New York federal bankruptcy judge Robert Drain has agreed to sell Sears Holding Corporation’s remaining assets to current Sears Chairman and notorious asset stripper, Edward Lampert, for $5.2 billion.

The deal to sell Sears to Lampert’s hedge fund, ESL investments, was made on Thursday, January 7. The offer includes an $885 million cash payment. ESL will also assume $1.3 billion worth of liabilities, which include customers’ warranties and $621 million in “senior debt.” The billionaire grifter Lampert sold his plan to Judge Drain as an opportunity to “save jobs.”

Not all of the details of the sale have been released. Prior to approving the sale, the Pension Benefit Guaranty Corporation (PBGC) had objected to Lampert’s offer. The PBGC is the US government agency that insures roughly 37 million workers’ pensions. In a statement filed in court before the sale, the PBGC stated that it could be liable for the pension plans of up to 90,000 Kmart and Sears employees, which have been underfunded by $1.4 billion.

The PBGC was created to “protect” the pension benefits of Americans in private-sector plans. The agency is not taxpayer-funded; instead it derives funding from insurance premiums and, in Sears’ case, it negotiated deals in which the PBGC would receive royalty payments from sales generated from Kenmore appliance and DieHard battery brands. These two former Sears exclusive brands have already been split off by Lampert from Sears.

Lampert, who roomed with current US Treasury Secretary Steven Mnuchin while they were both at Yale, acquired Kmart through his hedge fund, ESL Investments, in 2003. Following the acquisition of Kmart, Lampert purchased Sears, and formed Sears Holding Corp. in 2005. By the time Sears filed for bankruptcy in October 2018, Lampert personally owned a 31 percent stake in Sears and his hedge fund owned another 18 percent stake.

Under Lampert’s 13-year vampiric reign, Sears Holding Corp. has tumbled from $53 billion in operating revenue in 2006 to less than $17 billion in 2017. Over 4,000 stores have been closed, and approximately 200,000 have been left jobless as Lampert has sold off Kmart and Sears’ most valuable brands and real estate, siphoning stolen assets for his benefit.

As the “retail apocalypse” has left millions of workers without jobs or a reliable pension, Lampert has enriched himself fabulously. He owns multimillion-dollar homes in Florida, Connecticut, and Colorado, in addition to a 288-foot-long $130 million yacht, named “The Fountainhead” after the Ayn Rand novel.

One example of financial chicanery that Lampert has engaged in while “leading” Sears involved loading up the retailer with debt, then charging interest payments. In order to keep the retailer operating as Lampert stripped away its value, Lampert and his connected hedge funds lent the company millions of dollars. Lampert, through ESL and a related hedge fund called JPP, own approximately $2.66 billion in Sears debt. By having Judge Drain approve the sale of Sears to ESL, Lampert will still be able to collect interest payments on this debt, which is estimated to be between $200 to $225 million per year.

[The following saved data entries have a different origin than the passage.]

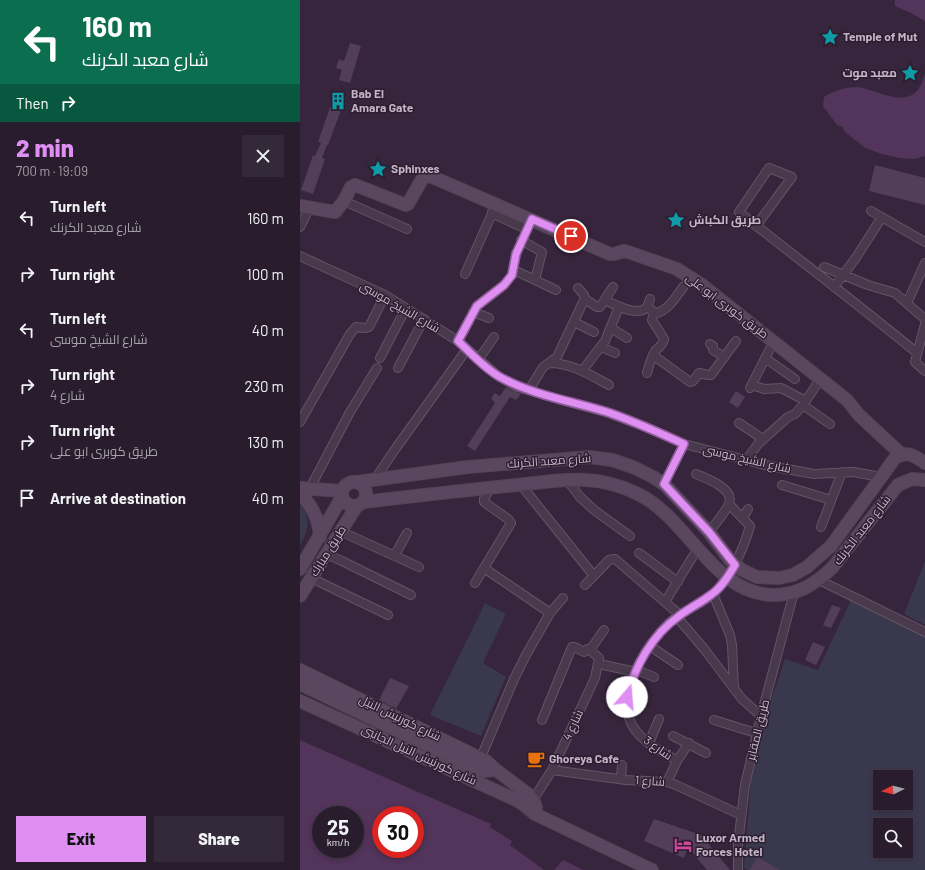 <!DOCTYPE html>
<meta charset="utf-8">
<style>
:root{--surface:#281c2d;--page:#342939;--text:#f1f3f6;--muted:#a5a1aa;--line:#443a49;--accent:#df8ef2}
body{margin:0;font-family:Barlow,Cairo,sans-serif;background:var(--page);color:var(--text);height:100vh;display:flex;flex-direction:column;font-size:15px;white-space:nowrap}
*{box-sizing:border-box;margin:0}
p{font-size:13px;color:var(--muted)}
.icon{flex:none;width:22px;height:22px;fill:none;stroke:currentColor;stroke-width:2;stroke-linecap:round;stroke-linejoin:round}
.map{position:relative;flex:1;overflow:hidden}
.drawer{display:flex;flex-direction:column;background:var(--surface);width:300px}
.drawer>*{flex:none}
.top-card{background:#0b6e4f;color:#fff;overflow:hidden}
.needle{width:26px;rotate:264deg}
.tools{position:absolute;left:573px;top:770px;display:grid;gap:8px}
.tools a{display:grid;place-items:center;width:40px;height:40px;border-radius:0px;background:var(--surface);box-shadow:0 2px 6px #0003,0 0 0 1px var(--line);font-size:20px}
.speed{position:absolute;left:12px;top:806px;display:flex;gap:8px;font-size:20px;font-weight:700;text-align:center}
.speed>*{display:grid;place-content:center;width:52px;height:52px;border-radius:50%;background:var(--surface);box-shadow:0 2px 6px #0003,0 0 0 1px var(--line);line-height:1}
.speed small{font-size:10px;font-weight:400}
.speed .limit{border:6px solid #d22;background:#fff;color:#111}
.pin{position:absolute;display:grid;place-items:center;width:34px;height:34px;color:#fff;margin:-17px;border:2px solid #fff;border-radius:50%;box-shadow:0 1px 4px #0007}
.me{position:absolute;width:44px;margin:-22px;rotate:18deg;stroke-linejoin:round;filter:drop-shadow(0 0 3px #0008)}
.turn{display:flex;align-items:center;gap:14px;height:84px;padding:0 16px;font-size:18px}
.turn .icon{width:52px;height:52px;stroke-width:2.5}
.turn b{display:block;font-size:28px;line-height:34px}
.then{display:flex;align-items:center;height:38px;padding:0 16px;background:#0003;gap:8px;font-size:15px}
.round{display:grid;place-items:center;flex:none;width:42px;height:42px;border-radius:0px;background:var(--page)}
.head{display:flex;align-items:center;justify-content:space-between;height:68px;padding:0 16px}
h1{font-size:24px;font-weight:800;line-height:30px;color:var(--accent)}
.cta{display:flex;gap:8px;margin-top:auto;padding:8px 16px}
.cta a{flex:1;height:46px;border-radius:0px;background:var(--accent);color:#111;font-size:16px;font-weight:800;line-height:46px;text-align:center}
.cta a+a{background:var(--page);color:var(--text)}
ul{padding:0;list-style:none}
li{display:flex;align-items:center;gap:12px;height:56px;padding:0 16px}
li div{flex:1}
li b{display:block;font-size:15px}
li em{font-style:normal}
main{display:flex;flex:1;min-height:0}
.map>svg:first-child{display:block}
.green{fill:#39384d;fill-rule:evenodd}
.water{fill:#53345b;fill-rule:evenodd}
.building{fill:#533e59}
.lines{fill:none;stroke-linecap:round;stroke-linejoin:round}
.street-casing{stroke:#635467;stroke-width:10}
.secondary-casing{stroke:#514255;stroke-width:14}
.street{stroke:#48394c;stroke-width:8}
.secondary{stroke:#5a475f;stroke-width:12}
.route-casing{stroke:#915c9d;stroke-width:10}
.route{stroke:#df8ef2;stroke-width:7}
.labels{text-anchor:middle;stroke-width:3;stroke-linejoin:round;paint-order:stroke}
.poi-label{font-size:12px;font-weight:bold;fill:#c4b4c7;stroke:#2d1e31;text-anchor:start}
.street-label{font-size:12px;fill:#c4b4c7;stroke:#2d1e31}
</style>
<main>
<section class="drawer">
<div class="top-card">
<div class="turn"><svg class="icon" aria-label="left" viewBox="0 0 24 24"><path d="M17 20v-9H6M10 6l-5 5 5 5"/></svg><div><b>160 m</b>شارع معبد الكرنك</div></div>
<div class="then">Then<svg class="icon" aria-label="right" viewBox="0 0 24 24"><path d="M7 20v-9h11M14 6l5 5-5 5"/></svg></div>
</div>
<div class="head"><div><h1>2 min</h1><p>700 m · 19:09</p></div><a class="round"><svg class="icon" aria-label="close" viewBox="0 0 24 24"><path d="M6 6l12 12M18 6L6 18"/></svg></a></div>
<ul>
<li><svg class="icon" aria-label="left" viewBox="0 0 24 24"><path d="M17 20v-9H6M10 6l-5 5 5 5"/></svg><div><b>Turn left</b><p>شارع معبد الكرنك</p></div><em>160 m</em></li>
<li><svg class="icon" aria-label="right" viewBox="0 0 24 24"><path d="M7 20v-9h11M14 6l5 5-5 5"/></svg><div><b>Turn right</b></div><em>100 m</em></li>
<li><svg class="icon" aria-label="left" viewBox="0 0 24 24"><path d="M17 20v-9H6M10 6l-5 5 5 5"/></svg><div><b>Turn left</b><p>شارع الشيخ موسى</p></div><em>40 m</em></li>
<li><svg class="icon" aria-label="right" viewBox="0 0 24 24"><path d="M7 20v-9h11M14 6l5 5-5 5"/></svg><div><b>Turn right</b><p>شارع 4</p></div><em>230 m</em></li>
<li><svg class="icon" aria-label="right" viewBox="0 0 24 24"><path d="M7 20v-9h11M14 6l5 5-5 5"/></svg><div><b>Turn right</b><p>طريق كوبرى ابو على</p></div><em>130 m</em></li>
<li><svg class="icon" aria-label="arrive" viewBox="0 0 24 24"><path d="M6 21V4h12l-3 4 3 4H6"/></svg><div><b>Arrive at destination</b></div><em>40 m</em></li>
</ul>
<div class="cta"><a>Exit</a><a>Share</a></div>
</section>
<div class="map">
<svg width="625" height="870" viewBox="0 0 625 870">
<rect width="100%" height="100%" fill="#36253c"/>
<!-- green -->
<path class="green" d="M0,505C12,516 8,533 0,545Z
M625,561V625L604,614Z
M551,600L625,634V870H448L444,868L453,753L485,659L518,670ZM580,777H606V803H580ZM580,825H606V851H580Z
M185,603L206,614L183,663L206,677L181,736L130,715Z"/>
<!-- water -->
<path class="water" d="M595,0H625V21L611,13L595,6Z
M625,74V156L614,159L599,158L582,154L565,148L544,131L543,127L537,125L523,106L524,97C534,91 545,87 557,87C576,89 601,107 617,91C621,87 623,79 625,74Z
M0,740L191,824L190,827L212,841L210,845L244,870H0ZM21,815H55V849H21ZM81,815H115V849H81Z
M263,860L283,870H254Z"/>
<!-- building -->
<path class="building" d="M50,43L61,46L50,83L39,80L42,70L36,68L39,59L44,61Z
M35,93L46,97L28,145H27L22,158L25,159L13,194L1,190L13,155L15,156L21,143L18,142Z
M575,165L625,178V205L569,191Z
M206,387L221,394L216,400L210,397L175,451L167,446L195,403L191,398L195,393L200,396Z
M436,391L445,397L438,408L429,402Z
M532,605L541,608L531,628L523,625Z
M513,642L525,647L516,665L505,660Z
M90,678L109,686L96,709L79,700Z
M234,752L244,757L239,767L228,761Z
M354,819L401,835L430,870H407L388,847L384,858L344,841Z
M457,857L480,870H450Z"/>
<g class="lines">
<!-- street casing -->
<g class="street-casing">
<path id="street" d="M44,201L107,229
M571,211L625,242
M192,212L200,217L226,229
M456,226L492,177L469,168L439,212C498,259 559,305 617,353
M0,227L10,207
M221,240L242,252L235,280
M0,256L85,295L158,341L198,376L218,387L261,400L309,413L346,427L384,444L465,465L514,474L553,472L581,477
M524,267L568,285L595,293L625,319
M214,270L256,290
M165,274L196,205
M534,287L555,259L582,217
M285,299L297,307H300L313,287
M305,300C314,304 336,317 346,308C348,306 349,302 350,299
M607,303L625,263
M347,307L354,312L352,320L364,339C363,344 360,347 356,350C351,357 349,365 347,373
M173,312L189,318
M354,314C369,311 375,297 384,286
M274,322L294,332
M625,324L615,362L625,371
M311,328L327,338
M158,341L177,306L204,285L212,275L216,254L232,219
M410,344L413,346V350L423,356
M301,347L315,353
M353,355L390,382L393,381L399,373L408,375H411L436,341
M80,358L106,308
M465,358L495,379
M178,360L194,337
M249,363C272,363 290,375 309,385
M98,368L124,319
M282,371L305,341L319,307
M452,385L464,389L481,388L506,401
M450,388L474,341
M229,390L243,367L257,357L285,298L284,295L278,288
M503,405L530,424
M0,422L50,334L56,327L66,328L69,327L85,295
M439,423L463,439
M446,460L459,443L488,417L495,414L503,405L521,378
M396,474C406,478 435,489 429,503C426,512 415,524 409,532
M75,479L96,448L167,349
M267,480L280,497L294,510L330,536
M364,484L384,444
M221,485L294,576
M482,485L531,500
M10,488L50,412L77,368
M443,518L448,509
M521,527L542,472
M40,531L119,567
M339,553L378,582
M26,554L42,561L111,595
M95,555L107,533
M184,568L250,613L263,598
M11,578L88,615
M519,580L625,632
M175,583L211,523L208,519L184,502V499L190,488
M285,585L309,560L315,559L380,615
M413,594L430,635L432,645L434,689
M365,602L398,548
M377,617L405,650L442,699L461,716
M350,646L378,665
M290,650L304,630
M299,664L336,672
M337,670L354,677
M242,720L272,647H275L284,652L287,649L290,650
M414,720L456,733
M373,736L406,753
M349,743L359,719
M377,761C363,752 346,744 336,731C311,700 345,646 369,623C382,611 402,604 414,593C432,575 443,550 450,526L429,504
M179,762L214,679L226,655L250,613
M252,770L326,780L367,782L376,785L441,815
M321,779L322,765
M367,782L377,761L389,743
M233,800L252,770L295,678L299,658L290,650
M438,870V844L445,785L461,716L494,592"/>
</g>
<!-- secondary casing -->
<g class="secondary-casing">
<path id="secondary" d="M0,206L35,212L44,201L51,187L55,185L106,205L108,204L121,181L125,177L130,176L310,254H314L324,251L328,252L377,269L402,285L547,400L559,415L601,454
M42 494a12 12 0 1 1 24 0a12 12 0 1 1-24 0Z
M57,482L168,467L289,457L312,460L333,467L353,477L364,484L409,532L430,560L442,570L457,577L479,578L493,575L507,567L531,546L595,458C607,450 615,456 625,463
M0,488L42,491
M0,494C13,506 19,519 20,537
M63,502C114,496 165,490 217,485C239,483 263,478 286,480C304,481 322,486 338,494C388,518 413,594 473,595C498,595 514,585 532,568L598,485L612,479L625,480
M0,569L42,497
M0,596L56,507
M0,670L186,761L196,770L228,794L233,800L236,807L235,814
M0,684L176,768L183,771L196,770
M0,701L216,800L223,804L235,814L352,870"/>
</g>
<!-- street -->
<use href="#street" class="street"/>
<!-- secondary -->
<use href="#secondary" class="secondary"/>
</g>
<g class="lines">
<!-- route casing -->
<g class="route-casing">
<path id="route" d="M271,236L232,219L216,254L212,275L204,285L177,306L158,341C171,353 184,368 200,377C234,396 273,401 310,413C335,422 360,433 384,444L364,484L409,532L435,565C429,575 422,587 412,594C402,602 389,608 379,616C352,635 335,666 327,697"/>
</g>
<!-- route -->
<use href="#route" class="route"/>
</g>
<!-- icons -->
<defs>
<g id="sight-bare" transform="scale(1.38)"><path d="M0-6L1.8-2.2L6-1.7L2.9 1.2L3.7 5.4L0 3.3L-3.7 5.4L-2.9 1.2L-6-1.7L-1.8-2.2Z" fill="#0f9aa8" stroke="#2d1e31" stroke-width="2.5" paint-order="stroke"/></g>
<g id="building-bare" transform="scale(1.38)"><path d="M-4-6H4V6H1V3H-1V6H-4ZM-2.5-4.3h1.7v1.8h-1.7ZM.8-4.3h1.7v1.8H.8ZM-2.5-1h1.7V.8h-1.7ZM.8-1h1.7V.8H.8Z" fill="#0f9aa8" stroke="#2d1e31" stroke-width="2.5" paint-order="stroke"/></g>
<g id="cafe-bare" transform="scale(1.38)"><path d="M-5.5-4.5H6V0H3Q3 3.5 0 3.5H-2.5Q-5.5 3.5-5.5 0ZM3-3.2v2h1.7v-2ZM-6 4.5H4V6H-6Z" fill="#e8710a" stroke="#2d1e31" stroke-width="2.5" paint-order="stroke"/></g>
<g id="hotel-bare" transform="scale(1.38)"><path d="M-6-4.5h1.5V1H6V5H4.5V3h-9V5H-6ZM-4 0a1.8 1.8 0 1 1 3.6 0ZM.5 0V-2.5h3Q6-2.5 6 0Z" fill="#d1479c" stroke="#2d1e31" stroke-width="2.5" paint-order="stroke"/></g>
</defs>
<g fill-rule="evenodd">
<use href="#sight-bare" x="530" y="37"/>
<use href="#sight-bare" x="610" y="73"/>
<use href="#building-bare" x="38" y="101"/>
<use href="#sight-bare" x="78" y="169"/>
<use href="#sight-bare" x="376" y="220"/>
<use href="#cafe-bare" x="236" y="759"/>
<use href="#hotel-bare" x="383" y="845"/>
</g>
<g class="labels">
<!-- poi labels -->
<g class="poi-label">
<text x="543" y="41">Temple of Mut</text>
<text x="597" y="77" text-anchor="end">معبد موت</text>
<text x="51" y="98">Bab El<tspan x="51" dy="14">Amara Gate</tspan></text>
<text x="91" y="173">Sphinxes</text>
<text x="389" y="224">طريق الكباش</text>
<text x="249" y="763">Ghoreya Cafe</text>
<text x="396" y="842">Luxor Armed<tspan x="396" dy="14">Forces Hotel</tspan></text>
</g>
<!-- street labels -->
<g class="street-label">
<text transform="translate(427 306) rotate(37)" y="4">طريق كوبرى ابو على</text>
<text transform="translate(100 307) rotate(30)" y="4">شارع الشيخ موسى</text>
<text transform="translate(447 459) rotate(13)" y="4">شارع الشيخ موسى</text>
<text transform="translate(249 461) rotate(-4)" y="4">شارع معبد الكرنك</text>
<text transform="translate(562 530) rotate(-52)" y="4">شارع معبد الكرنك</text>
<text transform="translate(28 551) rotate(-58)" y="4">طريق مبارك</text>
<text transform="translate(100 718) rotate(26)" y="4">شارع كورنيش النيل</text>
<text transform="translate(273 725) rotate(-65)" y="4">شارع 4</text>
<text transform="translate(458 730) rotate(-76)" y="4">طريق المقابر</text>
<text transform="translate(358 748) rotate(35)" y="4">شارع 3</text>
<text transform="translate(119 755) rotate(25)" y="4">شارع كورنيش النيل الجانبى</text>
<text transform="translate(350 781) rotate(4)" y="4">شارع 1</text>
</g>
</g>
</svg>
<div class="tools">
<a><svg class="needle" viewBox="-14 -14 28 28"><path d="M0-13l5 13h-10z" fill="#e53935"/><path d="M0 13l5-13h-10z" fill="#a5a1aa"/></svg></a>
<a><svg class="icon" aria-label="search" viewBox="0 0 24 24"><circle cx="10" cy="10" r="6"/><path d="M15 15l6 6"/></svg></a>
</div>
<div class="speed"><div>25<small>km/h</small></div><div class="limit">30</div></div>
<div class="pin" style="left:271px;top:236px;background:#d93025"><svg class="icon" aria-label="arrive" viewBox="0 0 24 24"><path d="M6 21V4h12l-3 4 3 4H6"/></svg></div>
<svg class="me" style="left:327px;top:697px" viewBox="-20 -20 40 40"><circle r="19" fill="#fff"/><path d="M0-13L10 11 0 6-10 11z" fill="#df8ef2"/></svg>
</div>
</main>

While Lampert stands to gain more from the sale compared to any of Sears’ remaining creditors, (Lampert is the largest creditor), Lampert’s lawyers positioned their offer to Judge Drain as an opportunity to save up to “50,000 jobs” and keep up to 450 stores open. If the sale had not been approved, Sears could have been forced to liquidate altogether.

Even before the sale was complete, the 50,000 jobs figure has already been walked back to 45,000. Whatever number is touted by Lampert or ESL of jobs that will allegedly be saved is a lie. As part of the sale, ESL investments will continue to close stores, with many industry analysts projecting that at the most, 250 stores will remain operating after the first post-bankruptcy cuts, with other analysts suggesting only 200 stores would remain open.

However, even if all of the 425 stores were to remain open, the math to reach 45,000 jobs still does not add up. Sears headquarters, located in Hoffman Estates, Illinois, once employed between 3,000 and 4,000 people. Forbes reports now that less than 1,000 work at the complex. Even if another 4,000 employees were scattered throughout the country in various warehouses, IT departments or off-site logistic operations, that would still leave about 40,000 employees in 450 stores, or nearly 90 employees per store.

While Sears stores are often physically larger than other big box retailers, such as Walmart or Shopko, anyone who has worked in or visited a Sears recently can attest that it would be a stretch to assume that even 50 employees work at each store, much less 75 or even 90.

Despite Lampert’s lies and his years of deliberate enrichment of himself above all other concerns, Judge Drain justified his decision to hand what remains of the company back to ESL, writing that “the execution risk for this transaction, when one considers the alternative...is reasonable to take.”

There is nothing reasonable about what has been allowed to transpire for the last 13 years. Sears employees, similar to autoworkers, Amazon employees, or teachers, have been left at the mercy of parasitic financial robber barons. Their fate and ability to survive is decided in faraway courtrooms by “impartial” judges serving capitalist interests. However, as courageous workers in Matamoros and in Detroit have shown by taking the first steps in forming rank-and-file committees to coordinate a fight back, the working class is going to make itself heard.